Selon son article 8,

 

« Lorsque le Parlement européen indique, par une résolution motivée, qu'un projet de mesures d'exécution, dont l'adoption est envisagée et qui a été soumis à un comité en vertu d'un acte de base adopté selon la procédure visée à l'article 251 du traité, excéderait les compétences d'exécution prévues dans l'acte de base, la Commission réexamine ce projet. La Commission peut, compte tenu de cette résolution, dans le respect des délais de la procédure en cours, soumettre au comité un nouveau projet de mesures, poursuivre la procédure ou présenter au Parlement européen et au Conseil une proposition sur la base du traité.

 

La Commission informe le Parlement européen et le comité des suites qu'elle entend donner à la résolution du Parlement européen ainsi que de leurs raisons. »

 

Pour « le respect des délais de la procédure en cours », nous disons : « pouce ». Ça n'a du reste plus gère d'importance au stade où nous sommes. La procédure d'autorisation, entamée le lundi 9 février 2009 – il y a plus de sept ans –, fera l'objet d'une boucle de plus.

 

Mais le drame est que les différents transgènes et des combinaisons de deux ou trois d'entre eux sont déjà autorisés (certes, par une Commission contrainte de décider sans le concours des États).

 

Le Parlement européen, en définitive, n'a fait que parachever l'œuvre des États membres.

 

 

...aux conséquences délétères

 

Voici la rhétorique des Verts du Parlement européen, qui se prétendent les plus européens des Européens :

 

« Il s'agit de la cinquième et de la sixième objection à l'importation d'OGM votées depuis décembre 2015 (toutes proposées par les Verts/ALE). Derrière ces objections répétées, il s'agit en fait de remettre en question le processus de décision concernant ces importations, que le Parlement ne considère pas comme démocratique. »

 

« ...pas […] démocratique » ? L'Union européenne n'a pas besoin de ça.

 

 

Ah, le glyphosate...

 

Comme on l'a vu ci-dessus, un des parents (GA21 alias MON00021-9) porte une tolérance au glyphosate.

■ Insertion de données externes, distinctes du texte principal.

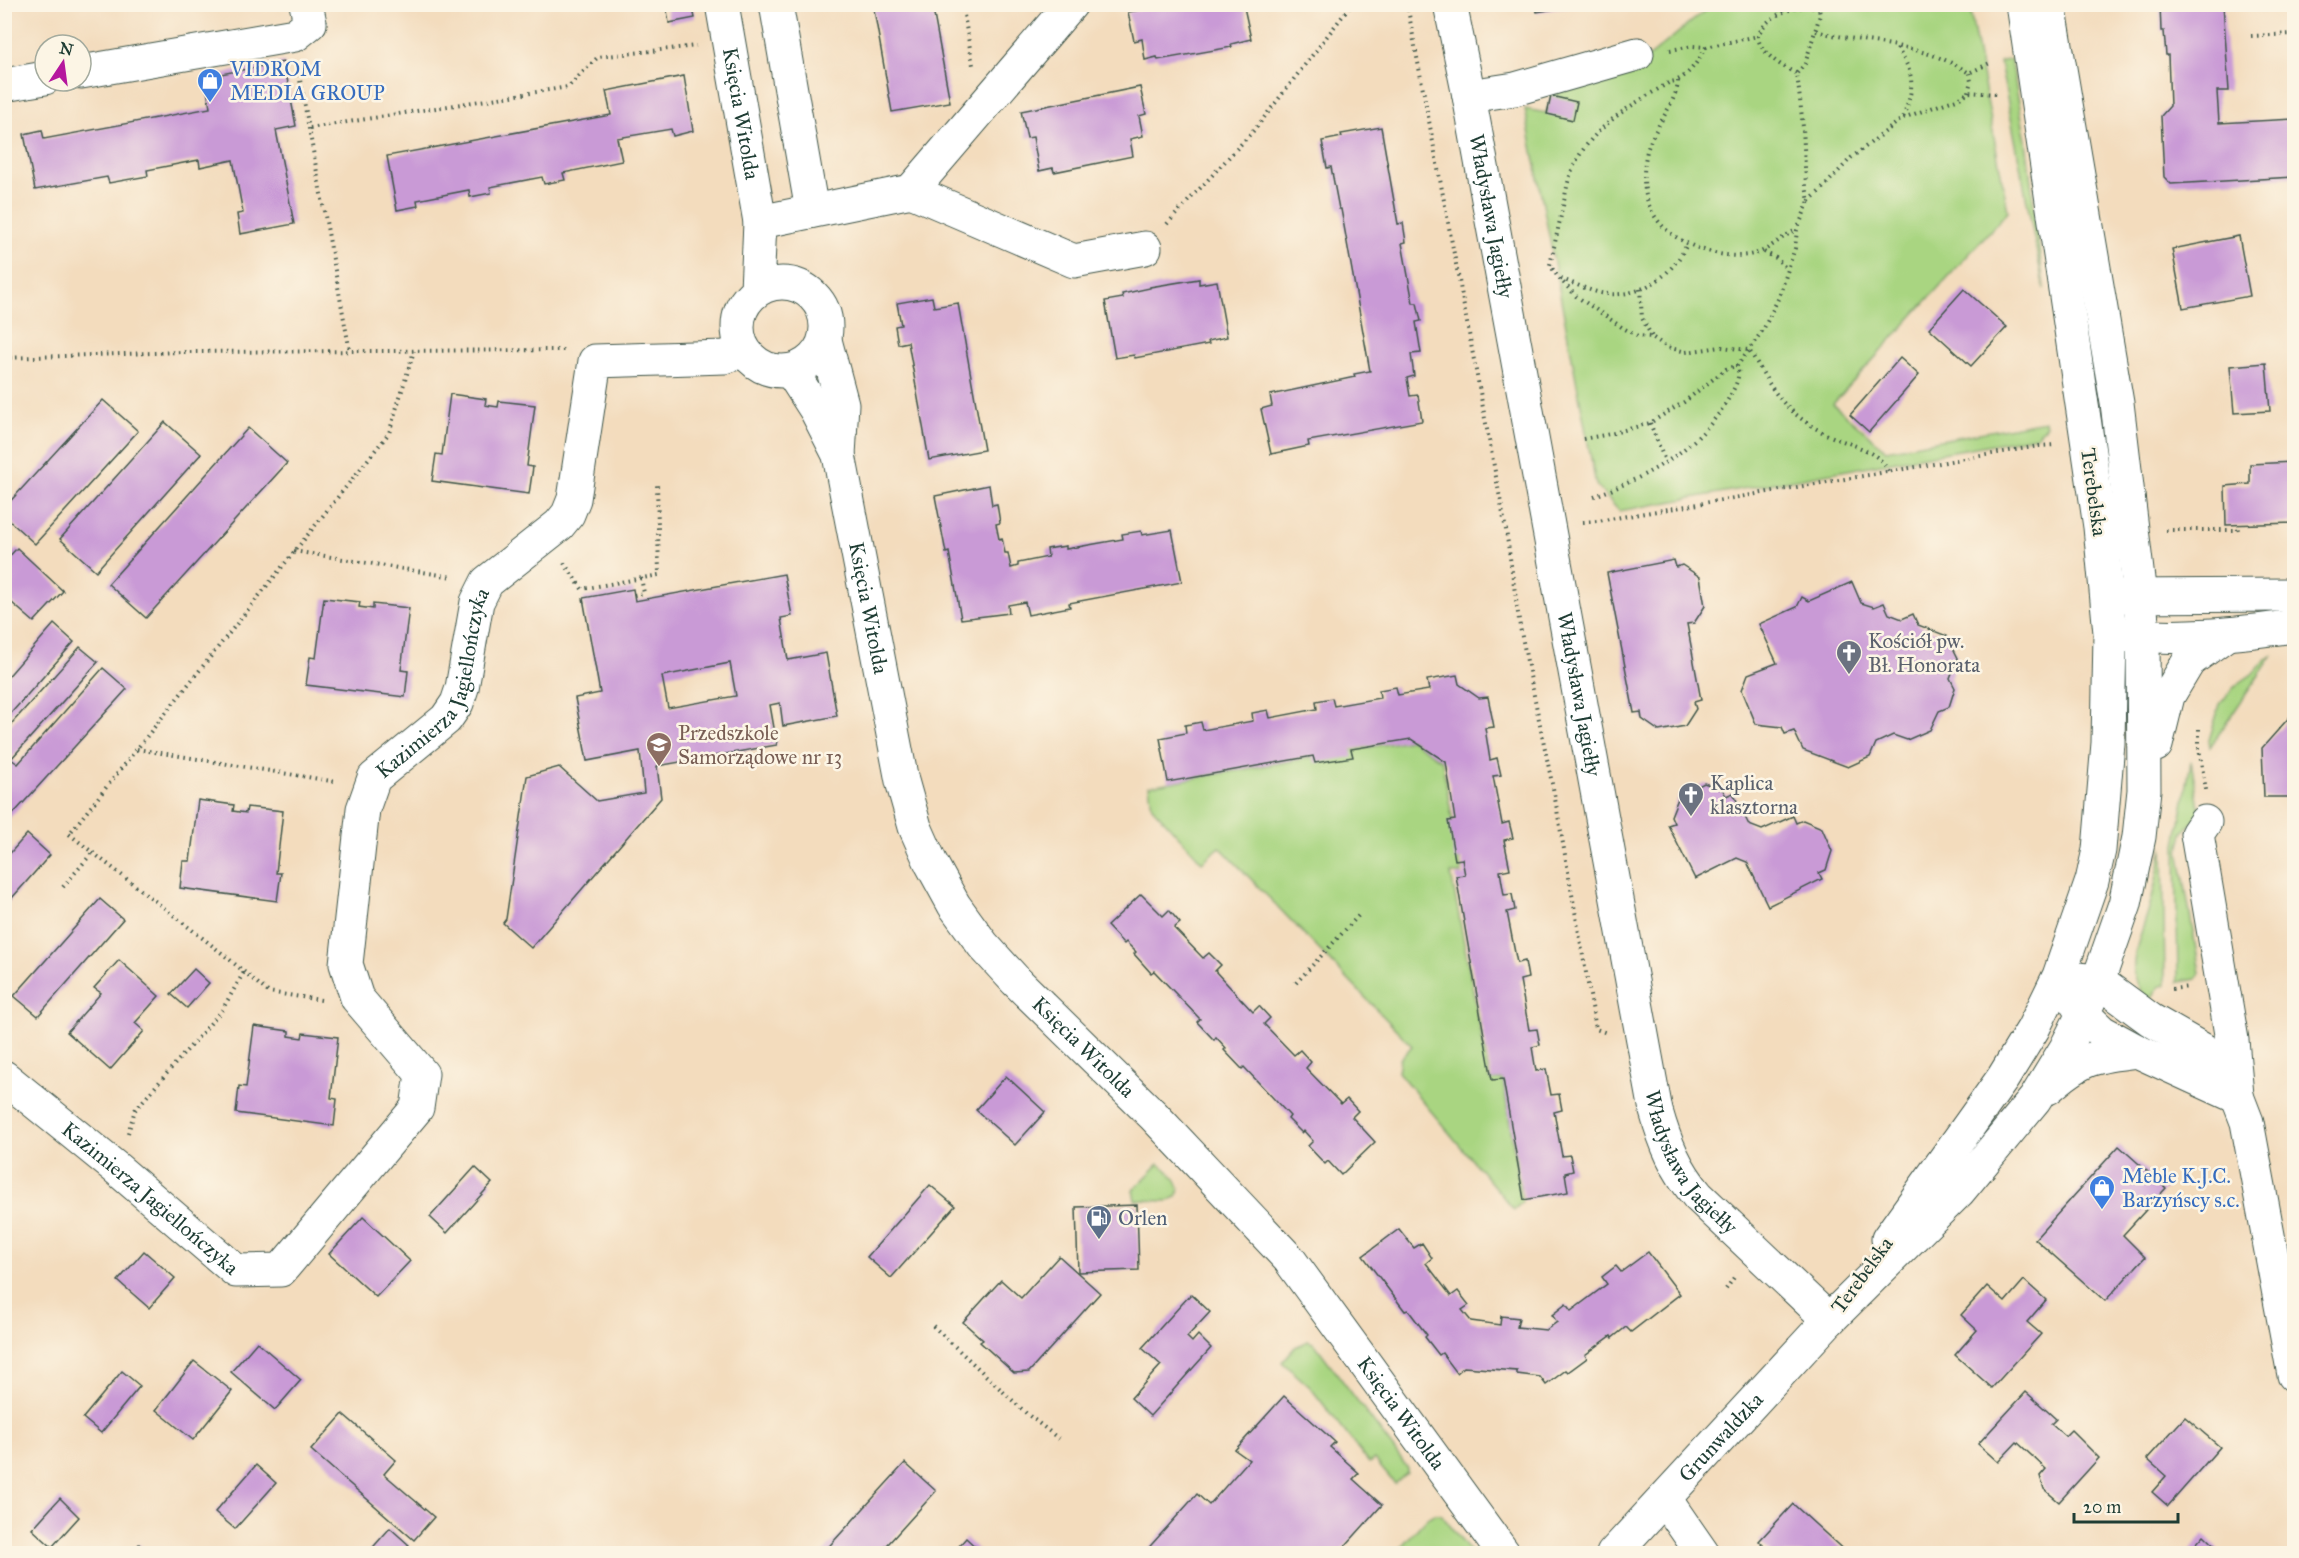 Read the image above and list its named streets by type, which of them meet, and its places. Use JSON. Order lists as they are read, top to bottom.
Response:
{
  "streets": {
    "street": [
      "Księcia Witolda",
      "Władysława Jagiełły",
      "Terebelska",
      "Kazimierza Jagiellończyka",
      "Grunwaldzka"
    ]
  },
  "crossings": [
    ["Władysława Jagiełły", "Terebelska"],
    ["Władysława Jagiełły", "Grunwaldzka"],
    ["Terebelska", "Grunwaldzka"]
  ],
  "places": {
    "shop": ["VIDROM MEDIA GROUP", "Meble K.J.C. Barzyńscy s.c."],
    "church": ["Kościół pw. Bł. Honorata", "Kaplica klasztorna"],
    "school or university": ["Przedszkole Samorządowe nr 13"],
    "fuel station": ["Orlen"]
  },
  "scale_bar": "20 m",
  "north": "top"
}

La résolution ne pouvait pas se priver d'une référence. La voici :

 

«  considérant que le 20 mars 2015, le Centre international de recherche sur le cancer, l'agence spécialisée de l'Organisation mondiale de la santé en matière de recherche sur le cancer, a classé le glyphosate comme étant probablement cancérigène pour l'homme ; »

 

Le Parlement européen, dans sa majorité, a donc choisi d'ignorer les avis des instances européennes que sont l'EFSA et l'ECHA (avis provisoire pour cette dernière) ; y compris les avis de ces dernières sur le classement adopté par le CIRC.

 

Parce que ça l'arrange, donc, l'horloge de l'histoire – et de la science – s'est arrêtée en mars 2015.

 

 

Gribouille au Parlement

 

Notons encore une autre incongruité :

 

« vu la proposition de résolution de la commission de l'environnement, de la santé publique et de la sécurité alimentaire, »

 

Le juriste ne peut manquer de s'étonner : le Parlement s'appuie, pour légiférer, sur un texte sur lequel il ne s'est pas encore prononcé !

 

 

Mais faut-il blâmer les seuls Verts ?

 

Certes non, puisque la résolution a été adoptée par 426 voix contre 202 et 33 abstentions. Le centre-droit (EPP) et le centre (ADLE) avaient appelé à voter contre. Les Verts et les socialistes se sont alliés, en pratique, aux deux extrêmes. C'est leur choix, exercé dans le cadre d'un processus démocratique.

 

Mais ces honorables parlementaires sont-ils conscients qu'avec leur hostilité maladive aux OGM et leurs bisbilles avec la Commission, ils alimentent l'euroscepticisme, l'europhobie et la montée des extrêmes droites ?

 

Le 23 juin 2016, les Britanniques voteront sur le Brexit.

 

Fait intéressant, les eurosceptiques britanniques du Parlement européen ont été déchirés entre leur euroscepticisme et leur réalisme économique. Ils n'ont pas pris part au vote ou ont émis un vote d'abstention.